***** DATA RECORDS *****

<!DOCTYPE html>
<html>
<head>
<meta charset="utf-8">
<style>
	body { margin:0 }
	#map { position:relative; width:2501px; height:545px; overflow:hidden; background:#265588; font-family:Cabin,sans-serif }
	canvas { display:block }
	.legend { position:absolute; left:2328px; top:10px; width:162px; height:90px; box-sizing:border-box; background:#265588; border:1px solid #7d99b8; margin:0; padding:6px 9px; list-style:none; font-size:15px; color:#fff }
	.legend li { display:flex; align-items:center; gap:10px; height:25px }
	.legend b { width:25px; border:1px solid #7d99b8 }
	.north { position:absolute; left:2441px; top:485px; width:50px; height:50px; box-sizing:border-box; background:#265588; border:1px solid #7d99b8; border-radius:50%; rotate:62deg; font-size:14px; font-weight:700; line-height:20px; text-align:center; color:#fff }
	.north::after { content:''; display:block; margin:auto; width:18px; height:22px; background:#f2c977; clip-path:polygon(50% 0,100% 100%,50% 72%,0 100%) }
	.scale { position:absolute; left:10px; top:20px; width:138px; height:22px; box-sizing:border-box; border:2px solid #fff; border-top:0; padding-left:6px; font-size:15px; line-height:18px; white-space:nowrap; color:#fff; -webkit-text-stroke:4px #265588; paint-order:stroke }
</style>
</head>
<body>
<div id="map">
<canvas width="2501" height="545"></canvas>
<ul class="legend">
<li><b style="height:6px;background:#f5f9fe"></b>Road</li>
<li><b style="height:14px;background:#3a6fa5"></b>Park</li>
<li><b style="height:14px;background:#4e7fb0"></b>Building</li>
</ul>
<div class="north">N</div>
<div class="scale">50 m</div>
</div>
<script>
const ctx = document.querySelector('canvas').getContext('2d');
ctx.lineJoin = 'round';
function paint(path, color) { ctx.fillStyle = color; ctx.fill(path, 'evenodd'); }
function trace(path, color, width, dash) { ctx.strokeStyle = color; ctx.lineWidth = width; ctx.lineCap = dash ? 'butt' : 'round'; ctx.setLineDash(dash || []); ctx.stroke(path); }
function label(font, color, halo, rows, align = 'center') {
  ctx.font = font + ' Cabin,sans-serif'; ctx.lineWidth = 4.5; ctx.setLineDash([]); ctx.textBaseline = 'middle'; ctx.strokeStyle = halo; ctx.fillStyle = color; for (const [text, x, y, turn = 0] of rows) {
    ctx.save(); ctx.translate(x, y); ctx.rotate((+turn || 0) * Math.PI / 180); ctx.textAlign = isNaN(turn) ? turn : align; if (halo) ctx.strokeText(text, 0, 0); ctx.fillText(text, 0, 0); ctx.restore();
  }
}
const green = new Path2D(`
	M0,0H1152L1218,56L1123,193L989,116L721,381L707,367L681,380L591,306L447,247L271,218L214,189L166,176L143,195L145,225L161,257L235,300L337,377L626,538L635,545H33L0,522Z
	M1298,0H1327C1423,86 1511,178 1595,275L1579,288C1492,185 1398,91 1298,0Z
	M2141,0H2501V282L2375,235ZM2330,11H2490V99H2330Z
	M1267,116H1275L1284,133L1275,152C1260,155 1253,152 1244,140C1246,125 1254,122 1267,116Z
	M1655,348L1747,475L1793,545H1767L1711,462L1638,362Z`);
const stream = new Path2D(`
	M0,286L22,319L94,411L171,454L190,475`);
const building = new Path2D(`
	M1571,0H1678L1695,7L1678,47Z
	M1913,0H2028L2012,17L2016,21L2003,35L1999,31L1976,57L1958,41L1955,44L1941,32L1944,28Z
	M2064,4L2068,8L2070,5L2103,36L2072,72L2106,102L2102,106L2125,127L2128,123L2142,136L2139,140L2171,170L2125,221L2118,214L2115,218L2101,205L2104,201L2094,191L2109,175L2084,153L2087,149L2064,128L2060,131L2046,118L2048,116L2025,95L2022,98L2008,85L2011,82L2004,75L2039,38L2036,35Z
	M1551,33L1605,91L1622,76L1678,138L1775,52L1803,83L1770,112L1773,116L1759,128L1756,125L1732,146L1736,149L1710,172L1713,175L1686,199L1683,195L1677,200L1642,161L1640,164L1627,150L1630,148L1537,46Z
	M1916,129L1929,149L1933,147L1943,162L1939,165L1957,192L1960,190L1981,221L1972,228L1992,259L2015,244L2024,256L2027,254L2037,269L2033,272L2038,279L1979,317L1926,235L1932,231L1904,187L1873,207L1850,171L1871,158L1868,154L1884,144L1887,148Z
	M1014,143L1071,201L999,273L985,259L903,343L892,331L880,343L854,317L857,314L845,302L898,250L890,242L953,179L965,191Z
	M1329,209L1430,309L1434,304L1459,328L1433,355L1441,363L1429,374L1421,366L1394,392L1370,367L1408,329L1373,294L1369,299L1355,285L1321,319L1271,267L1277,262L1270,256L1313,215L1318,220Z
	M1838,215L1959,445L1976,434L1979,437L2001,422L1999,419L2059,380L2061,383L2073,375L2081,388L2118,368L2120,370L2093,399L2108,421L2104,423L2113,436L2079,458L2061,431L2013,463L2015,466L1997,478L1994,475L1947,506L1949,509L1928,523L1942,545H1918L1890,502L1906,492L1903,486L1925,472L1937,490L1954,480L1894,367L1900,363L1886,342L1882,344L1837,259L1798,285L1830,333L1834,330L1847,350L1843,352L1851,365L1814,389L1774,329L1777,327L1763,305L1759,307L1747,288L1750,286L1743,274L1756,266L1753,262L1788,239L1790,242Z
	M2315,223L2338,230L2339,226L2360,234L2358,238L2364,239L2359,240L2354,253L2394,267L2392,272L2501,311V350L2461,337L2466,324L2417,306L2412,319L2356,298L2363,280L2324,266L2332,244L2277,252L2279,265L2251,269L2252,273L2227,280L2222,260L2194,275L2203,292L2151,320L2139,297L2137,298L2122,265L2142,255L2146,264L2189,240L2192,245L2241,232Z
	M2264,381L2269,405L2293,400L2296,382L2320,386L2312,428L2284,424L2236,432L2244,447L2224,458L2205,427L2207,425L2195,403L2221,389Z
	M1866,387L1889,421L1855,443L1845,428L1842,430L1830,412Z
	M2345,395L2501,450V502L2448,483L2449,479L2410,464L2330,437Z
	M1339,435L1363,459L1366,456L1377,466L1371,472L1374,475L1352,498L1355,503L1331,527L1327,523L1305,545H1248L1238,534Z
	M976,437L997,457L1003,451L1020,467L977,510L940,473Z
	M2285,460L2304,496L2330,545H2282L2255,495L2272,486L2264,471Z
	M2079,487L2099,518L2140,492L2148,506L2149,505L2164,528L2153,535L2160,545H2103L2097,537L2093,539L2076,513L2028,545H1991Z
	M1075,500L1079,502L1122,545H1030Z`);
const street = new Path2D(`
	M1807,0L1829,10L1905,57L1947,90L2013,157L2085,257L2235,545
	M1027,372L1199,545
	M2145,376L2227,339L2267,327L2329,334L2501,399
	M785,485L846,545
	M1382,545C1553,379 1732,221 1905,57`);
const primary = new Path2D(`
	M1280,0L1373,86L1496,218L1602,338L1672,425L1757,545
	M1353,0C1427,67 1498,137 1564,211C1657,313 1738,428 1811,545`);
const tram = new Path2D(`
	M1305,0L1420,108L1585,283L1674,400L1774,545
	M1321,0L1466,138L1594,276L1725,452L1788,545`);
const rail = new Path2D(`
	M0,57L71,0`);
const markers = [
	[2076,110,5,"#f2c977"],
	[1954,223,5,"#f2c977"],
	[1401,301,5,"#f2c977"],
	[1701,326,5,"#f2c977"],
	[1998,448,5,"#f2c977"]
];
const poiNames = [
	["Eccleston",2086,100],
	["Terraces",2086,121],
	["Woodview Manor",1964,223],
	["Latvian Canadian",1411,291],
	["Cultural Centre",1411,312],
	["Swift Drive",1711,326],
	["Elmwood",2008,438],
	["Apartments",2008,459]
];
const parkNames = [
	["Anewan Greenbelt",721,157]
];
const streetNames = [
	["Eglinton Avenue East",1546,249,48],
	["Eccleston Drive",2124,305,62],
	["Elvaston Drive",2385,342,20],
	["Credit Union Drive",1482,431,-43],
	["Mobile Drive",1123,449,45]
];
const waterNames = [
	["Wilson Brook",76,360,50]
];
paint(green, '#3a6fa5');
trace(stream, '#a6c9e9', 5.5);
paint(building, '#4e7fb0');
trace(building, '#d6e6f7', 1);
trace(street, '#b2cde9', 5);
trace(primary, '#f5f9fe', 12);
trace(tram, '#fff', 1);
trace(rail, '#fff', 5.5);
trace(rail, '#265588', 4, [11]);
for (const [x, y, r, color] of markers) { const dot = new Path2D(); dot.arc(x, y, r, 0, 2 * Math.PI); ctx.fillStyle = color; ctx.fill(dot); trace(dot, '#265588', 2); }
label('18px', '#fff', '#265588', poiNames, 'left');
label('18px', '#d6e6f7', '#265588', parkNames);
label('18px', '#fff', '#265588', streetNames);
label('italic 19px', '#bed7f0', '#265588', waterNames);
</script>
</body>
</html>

*****

TASK INSTRUCTIONS: Please reply with an exact copy of the lines above, starting at the first and ending at the line that holds "function paint(path, color)".

RESULT OF THIS TASK:
<!DOCTYPE html>
<html>
<head>
<meta charset="utf-8">
<style>
	body { margin:0 }
	#map { position:relative; width:2501px; height:545px; overflow:hidden; background:#265588; font-family:Cabin,sans-serif }
	canvas { display:block }
	.legend { position:absolute; left:2328px; top:10px; width:162px; height:90px; box-sizing:border-box; background:#265588; border:1px solid #7d99b8; margin:0; padding:6px 9px; list-style:none; font-size:15px; color:#fff }
	.legend li { display:flex; align-items:center; gap:10px; height:25px }
	.legend b { width:25px; border:1px solid #7d99b8 }
	.north { position:absolute; left:2441px; top:485px; width:50px; height:50px; box-sizing:border-box; background:#265588; border:1px solid #7d99b8; border-radius:50%; rotate:62deg; font-size:14px; font-weight:700; line-height:20px; text-align:center; color:#fff }
	.north::after { content:''; display:block; margin:auto; width:18px; height:22px; background:#f2c977; clip-path:polygon(50% 0,100% 100%,50% 72%,0 100%) }
	.scale { position:absolute; left:10px; top:20px; width:138px; height:22px; box-sizing:border-box; border:2px solid #fff; border-top:0; padding-left:6px; font-size:15px; line-height:18px; white-space:nowrap; color:#fff; -webkit-text-stroke:4px #265588; paint-order:stroke }
</style>
</head>
<body>
<div id="map">
<canvas width="2501" height="545"></canvas>
<ul class="legend">
<li><b style="height:6px;background:#f5f9fe"></b>Road</li>
<li><b style="height:14px;background:#3a6fa5"></b>Park</li>
<li><b style="height:14px;background:#4e7fb0"></b>Building</li>
</ul>
<div class="north">N</div>
<div class="scale">50 m</div>
</div>
<script>
const ctx = document.querySelector('canvas').getContext('2d');
ctx.lineJoin = 'round';
function paint(path, color) { ctx.fillStyle = color; ctx.fill(path, 'evenodd'); }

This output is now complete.